By Michael Nickerson
So you’ve just dropped a boat on your neighbour’s house. Well not a boat per se, but an inflatable life raft. And since you’ve taken the time to lift said raft high in the air with a helicopter before starting your little misadventure, it punches a fairly sizable hole into their roof. What’s your next step? Now take a deep breath and think for a minute. Do you pretend it never happened? Do you admit your mistake, pay for the damages, and learn from it so your neighbourhood is henceforth safe from airborne flotation devices? Or do you ban the sale and usage of both life rafts and helicopters in their entirety for all eternity?
Tough call that one. Funnily enough the Royal Canadian Air Force was faced with just such a quandary. Seems they bombed an unsuspecting Florida resident with a dinghy while on a training exercise near Miami last month. And wouldn’t you know it, the RCAF fessed up; Miami-Dade Police spokesman Detective Lee Cowart was pleased to report they’ve been “really up front with us.” They’re assisting the unsuspecting (and mostly unscathed) resident, with an investigation already in progress. And in case you’re worried, they also recovered the raft (mostly unscathed).
A perfectly reasonable response that. You acknowledge the problem, deal with it, learn from it, and move on. Just like it was during those heady days of potty training years ago. You don’t ignore it because it’s eventually going to stink. And you certainly don’t ban it (feel free to ask your doctor for clarification on this).
Now as absurd as this all sounds, too many times have the options of willful ignorance or preemptive nullification been the go-to responses when it comes to how the military deals with its problems. A list involving the former could go on for pages, but the subject of sexual harassment and assault in the ranks will suffice. Up until recently it didn’t exist. Not in the forces I served with, no sir, as none other than General (ret.) Hillier opined not so long ago. It took a scathing report and no small amount of public shaming to get leadership to acknowledge the obvious. There was and is a problem. Only now are there encouraging signs that the issue is finally being addressed.
However, like any pendulum governed more by the laws of nature than reason, things have swung far to the other side of weird. No doubt stinging from myriad bad press and public relations missteps, the powers that be at National Defence have issued a general order that bans fraternizing with just about everyone short of puppy enthusiasts To wit, forces members are to avoid any group or association that promotes “racism, sexism, misogyny, violence, xenophobia, homophobia, ableism and discriminatory views with respect to particular religions or faiths.”
At first glance that all seems reasonable, particularly in this new century of understanding and empathy. But let’s parse this a little. Racism, violence and xenophobia are certainly hard to argue for in this day and age, but sexism, misogyny, and homophobia might keep military personnel from visiting their local church, mosque or synagogue. And given the military’s dogged adherence to the principle of universality of service, that ableism thing would logically keep just about everyone in the Canadian Armed Forces from showing up for work.

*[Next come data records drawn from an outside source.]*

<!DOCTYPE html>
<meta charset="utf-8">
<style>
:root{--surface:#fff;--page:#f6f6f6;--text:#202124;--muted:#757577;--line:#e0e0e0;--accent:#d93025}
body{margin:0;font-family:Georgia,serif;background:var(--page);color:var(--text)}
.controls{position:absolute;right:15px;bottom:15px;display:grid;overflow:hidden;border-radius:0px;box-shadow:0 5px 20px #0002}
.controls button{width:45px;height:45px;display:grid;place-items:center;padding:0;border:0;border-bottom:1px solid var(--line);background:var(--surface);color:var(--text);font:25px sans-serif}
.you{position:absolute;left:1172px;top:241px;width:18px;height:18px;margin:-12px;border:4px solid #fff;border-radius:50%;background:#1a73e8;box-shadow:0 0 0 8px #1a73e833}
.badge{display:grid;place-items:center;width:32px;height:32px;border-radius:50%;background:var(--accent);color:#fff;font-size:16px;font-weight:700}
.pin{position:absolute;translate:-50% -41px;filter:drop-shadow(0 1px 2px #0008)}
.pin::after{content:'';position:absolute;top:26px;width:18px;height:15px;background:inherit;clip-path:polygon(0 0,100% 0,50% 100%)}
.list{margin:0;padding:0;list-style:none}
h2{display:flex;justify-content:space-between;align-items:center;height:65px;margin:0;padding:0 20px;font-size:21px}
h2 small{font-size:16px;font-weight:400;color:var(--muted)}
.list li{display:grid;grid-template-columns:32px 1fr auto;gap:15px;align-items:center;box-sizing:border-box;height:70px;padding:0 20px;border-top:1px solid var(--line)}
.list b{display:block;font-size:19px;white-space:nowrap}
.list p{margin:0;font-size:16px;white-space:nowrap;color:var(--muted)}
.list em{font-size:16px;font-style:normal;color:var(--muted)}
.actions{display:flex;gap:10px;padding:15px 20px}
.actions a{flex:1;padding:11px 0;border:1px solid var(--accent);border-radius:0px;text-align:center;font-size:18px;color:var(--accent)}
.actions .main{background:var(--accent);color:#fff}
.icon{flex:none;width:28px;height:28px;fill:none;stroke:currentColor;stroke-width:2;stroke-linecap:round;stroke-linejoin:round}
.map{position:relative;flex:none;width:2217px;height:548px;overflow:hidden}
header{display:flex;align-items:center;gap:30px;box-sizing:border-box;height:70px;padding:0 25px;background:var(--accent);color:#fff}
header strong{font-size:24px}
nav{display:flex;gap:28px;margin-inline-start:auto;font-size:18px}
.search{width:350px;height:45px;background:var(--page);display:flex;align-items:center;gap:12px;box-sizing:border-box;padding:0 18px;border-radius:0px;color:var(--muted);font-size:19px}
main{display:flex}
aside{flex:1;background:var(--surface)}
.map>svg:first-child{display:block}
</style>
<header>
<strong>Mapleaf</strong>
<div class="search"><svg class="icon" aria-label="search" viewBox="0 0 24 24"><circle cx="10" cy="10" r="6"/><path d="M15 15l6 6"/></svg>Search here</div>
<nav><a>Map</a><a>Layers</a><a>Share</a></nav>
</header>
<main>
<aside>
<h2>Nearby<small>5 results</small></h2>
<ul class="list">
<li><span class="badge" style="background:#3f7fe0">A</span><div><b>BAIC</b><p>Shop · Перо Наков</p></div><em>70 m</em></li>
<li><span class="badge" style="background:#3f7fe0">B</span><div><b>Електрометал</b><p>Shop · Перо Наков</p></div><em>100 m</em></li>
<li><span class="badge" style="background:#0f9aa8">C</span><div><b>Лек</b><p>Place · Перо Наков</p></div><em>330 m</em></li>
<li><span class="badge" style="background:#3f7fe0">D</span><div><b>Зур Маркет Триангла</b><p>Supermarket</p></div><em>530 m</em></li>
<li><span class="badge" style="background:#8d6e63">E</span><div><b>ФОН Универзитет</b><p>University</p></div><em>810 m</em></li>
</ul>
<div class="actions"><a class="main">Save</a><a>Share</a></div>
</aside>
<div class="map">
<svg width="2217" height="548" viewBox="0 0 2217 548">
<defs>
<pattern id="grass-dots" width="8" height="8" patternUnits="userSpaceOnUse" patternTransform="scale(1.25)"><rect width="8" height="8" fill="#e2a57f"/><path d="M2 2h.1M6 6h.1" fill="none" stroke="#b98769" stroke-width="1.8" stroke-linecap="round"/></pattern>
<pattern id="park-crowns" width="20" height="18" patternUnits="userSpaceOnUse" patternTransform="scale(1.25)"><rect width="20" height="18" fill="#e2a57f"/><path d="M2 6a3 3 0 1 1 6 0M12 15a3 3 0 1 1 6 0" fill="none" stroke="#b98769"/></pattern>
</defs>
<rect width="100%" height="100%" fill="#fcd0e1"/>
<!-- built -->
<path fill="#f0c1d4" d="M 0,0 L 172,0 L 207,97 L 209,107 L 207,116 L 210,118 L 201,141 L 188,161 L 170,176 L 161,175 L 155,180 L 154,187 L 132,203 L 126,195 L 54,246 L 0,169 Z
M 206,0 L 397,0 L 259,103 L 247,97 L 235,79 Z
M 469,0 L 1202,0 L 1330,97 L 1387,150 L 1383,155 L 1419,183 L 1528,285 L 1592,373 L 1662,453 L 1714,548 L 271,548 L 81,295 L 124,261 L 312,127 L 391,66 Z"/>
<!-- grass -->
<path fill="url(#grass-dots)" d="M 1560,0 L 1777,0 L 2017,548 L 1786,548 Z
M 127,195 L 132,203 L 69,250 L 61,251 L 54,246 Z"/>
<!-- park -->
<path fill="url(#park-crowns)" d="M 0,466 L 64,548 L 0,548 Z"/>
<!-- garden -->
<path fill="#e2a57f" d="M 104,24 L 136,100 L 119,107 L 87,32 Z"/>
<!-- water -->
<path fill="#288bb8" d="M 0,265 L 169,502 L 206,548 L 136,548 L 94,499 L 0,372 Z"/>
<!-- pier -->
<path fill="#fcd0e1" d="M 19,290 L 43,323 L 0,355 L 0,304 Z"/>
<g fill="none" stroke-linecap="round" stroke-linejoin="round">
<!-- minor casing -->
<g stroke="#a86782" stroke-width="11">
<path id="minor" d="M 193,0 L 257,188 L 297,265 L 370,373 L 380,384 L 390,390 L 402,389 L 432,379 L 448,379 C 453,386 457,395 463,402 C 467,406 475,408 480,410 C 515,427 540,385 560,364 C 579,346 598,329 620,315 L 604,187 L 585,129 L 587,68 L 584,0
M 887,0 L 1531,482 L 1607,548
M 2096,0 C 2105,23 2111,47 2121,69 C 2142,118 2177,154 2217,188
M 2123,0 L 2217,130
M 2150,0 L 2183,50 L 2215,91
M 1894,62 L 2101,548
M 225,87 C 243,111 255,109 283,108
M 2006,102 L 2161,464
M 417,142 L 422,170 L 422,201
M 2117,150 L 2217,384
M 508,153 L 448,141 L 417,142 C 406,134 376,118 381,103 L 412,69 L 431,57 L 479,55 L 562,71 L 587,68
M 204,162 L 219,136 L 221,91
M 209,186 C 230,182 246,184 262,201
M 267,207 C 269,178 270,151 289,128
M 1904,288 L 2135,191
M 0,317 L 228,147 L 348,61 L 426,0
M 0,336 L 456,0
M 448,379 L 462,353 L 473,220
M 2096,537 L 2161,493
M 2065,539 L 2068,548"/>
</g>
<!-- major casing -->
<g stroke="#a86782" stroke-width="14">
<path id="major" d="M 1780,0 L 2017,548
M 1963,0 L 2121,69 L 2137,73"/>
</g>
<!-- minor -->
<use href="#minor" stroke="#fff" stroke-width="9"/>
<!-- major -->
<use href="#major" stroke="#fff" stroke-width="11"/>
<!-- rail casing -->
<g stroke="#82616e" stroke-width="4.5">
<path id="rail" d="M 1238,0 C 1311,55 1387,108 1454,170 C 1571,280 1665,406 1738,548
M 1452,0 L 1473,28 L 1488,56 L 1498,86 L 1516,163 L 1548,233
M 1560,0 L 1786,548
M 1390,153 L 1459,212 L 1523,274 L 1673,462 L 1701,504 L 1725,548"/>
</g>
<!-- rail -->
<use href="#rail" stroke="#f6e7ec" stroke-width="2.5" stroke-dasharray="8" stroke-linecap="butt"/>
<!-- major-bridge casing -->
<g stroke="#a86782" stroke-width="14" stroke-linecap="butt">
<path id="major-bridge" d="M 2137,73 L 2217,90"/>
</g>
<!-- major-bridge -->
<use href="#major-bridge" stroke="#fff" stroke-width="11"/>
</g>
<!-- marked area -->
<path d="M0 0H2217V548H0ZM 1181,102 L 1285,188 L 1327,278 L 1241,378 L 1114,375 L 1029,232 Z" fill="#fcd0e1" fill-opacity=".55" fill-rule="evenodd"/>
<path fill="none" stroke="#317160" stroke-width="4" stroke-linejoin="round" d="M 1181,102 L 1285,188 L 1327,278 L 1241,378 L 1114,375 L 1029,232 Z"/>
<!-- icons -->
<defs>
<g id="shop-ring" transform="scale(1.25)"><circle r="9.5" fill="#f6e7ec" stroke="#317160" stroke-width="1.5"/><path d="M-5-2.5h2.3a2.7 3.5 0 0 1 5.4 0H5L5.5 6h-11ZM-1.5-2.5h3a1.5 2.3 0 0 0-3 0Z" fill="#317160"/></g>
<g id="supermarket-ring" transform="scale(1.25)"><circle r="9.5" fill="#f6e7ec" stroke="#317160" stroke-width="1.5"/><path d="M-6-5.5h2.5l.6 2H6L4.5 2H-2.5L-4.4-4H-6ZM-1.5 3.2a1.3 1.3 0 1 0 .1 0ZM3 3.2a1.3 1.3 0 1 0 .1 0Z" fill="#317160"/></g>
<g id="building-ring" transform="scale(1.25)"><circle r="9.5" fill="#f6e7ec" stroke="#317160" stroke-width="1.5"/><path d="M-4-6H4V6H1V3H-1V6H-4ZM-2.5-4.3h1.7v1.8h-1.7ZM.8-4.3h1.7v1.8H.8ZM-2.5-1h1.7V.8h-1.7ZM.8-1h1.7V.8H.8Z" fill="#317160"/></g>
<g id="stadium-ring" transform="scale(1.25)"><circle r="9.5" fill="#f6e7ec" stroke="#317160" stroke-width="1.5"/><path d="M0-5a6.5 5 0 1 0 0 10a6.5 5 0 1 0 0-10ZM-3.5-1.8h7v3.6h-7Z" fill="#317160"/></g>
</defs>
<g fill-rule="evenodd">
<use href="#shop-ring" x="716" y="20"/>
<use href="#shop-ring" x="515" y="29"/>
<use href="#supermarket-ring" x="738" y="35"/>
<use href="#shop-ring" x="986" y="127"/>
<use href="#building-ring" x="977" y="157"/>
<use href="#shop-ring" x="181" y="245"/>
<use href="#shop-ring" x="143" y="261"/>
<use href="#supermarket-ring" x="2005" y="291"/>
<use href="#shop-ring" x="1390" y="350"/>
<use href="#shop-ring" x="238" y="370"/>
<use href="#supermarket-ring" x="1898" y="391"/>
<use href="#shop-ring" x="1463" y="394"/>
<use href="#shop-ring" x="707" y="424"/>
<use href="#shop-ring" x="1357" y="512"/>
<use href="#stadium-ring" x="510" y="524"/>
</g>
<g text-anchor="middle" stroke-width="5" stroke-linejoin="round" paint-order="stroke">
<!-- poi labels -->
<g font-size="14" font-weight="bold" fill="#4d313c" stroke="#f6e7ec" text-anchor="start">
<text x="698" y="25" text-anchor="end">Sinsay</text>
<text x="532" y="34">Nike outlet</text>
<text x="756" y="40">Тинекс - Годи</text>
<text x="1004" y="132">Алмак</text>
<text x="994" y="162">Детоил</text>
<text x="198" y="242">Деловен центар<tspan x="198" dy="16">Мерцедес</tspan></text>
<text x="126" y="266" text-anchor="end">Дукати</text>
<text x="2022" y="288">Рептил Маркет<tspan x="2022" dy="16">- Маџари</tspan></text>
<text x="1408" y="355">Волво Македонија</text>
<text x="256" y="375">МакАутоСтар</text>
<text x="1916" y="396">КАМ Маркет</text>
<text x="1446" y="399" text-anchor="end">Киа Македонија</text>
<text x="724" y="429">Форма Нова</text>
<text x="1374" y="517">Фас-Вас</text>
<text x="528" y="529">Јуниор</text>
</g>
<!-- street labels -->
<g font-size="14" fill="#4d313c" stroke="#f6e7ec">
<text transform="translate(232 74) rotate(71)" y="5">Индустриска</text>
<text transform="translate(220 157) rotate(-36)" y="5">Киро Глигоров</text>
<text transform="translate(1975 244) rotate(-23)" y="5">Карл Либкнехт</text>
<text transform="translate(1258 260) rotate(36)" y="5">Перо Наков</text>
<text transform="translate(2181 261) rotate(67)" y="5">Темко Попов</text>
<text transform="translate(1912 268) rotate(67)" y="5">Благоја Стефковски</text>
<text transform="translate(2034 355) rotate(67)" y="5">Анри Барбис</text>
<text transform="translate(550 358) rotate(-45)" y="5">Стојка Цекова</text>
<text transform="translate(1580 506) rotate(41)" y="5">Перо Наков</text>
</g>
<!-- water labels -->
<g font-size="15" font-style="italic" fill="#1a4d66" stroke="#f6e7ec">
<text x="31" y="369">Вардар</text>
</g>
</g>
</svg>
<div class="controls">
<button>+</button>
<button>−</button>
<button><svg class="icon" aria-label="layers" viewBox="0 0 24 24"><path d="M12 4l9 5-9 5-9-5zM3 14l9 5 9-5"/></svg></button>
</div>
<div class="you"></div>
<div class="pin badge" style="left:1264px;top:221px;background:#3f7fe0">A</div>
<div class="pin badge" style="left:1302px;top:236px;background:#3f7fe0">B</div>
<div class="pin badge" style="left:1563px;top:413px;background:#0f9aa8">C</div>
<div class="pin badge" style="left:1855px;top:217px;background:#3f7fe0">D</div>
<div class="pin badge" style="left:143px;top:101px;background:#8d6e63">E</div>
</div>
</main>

In short, it’s an asinine order born more out of fear of public embarrassment than concern that CAF members will be upholding a set of values in step with the society they are there to protect, particularly when said society has barely begun to sort things out itself. But there is a longstanding and frankly childish fear in the military of metaphorically soiling one’s diapers in public. And in a time of smart phones, social media, and 24/7 news coverage, it’s impossible to pretend ignorance. And irrational solutions will just look silly under such an unrelenting media glare.
So let’s just admit mistakes happen. Don’t hide them. Don’t be ashamed. Don’t overreact. Just deal with it, learn from it, and move forward. And before you know it? No more diapers.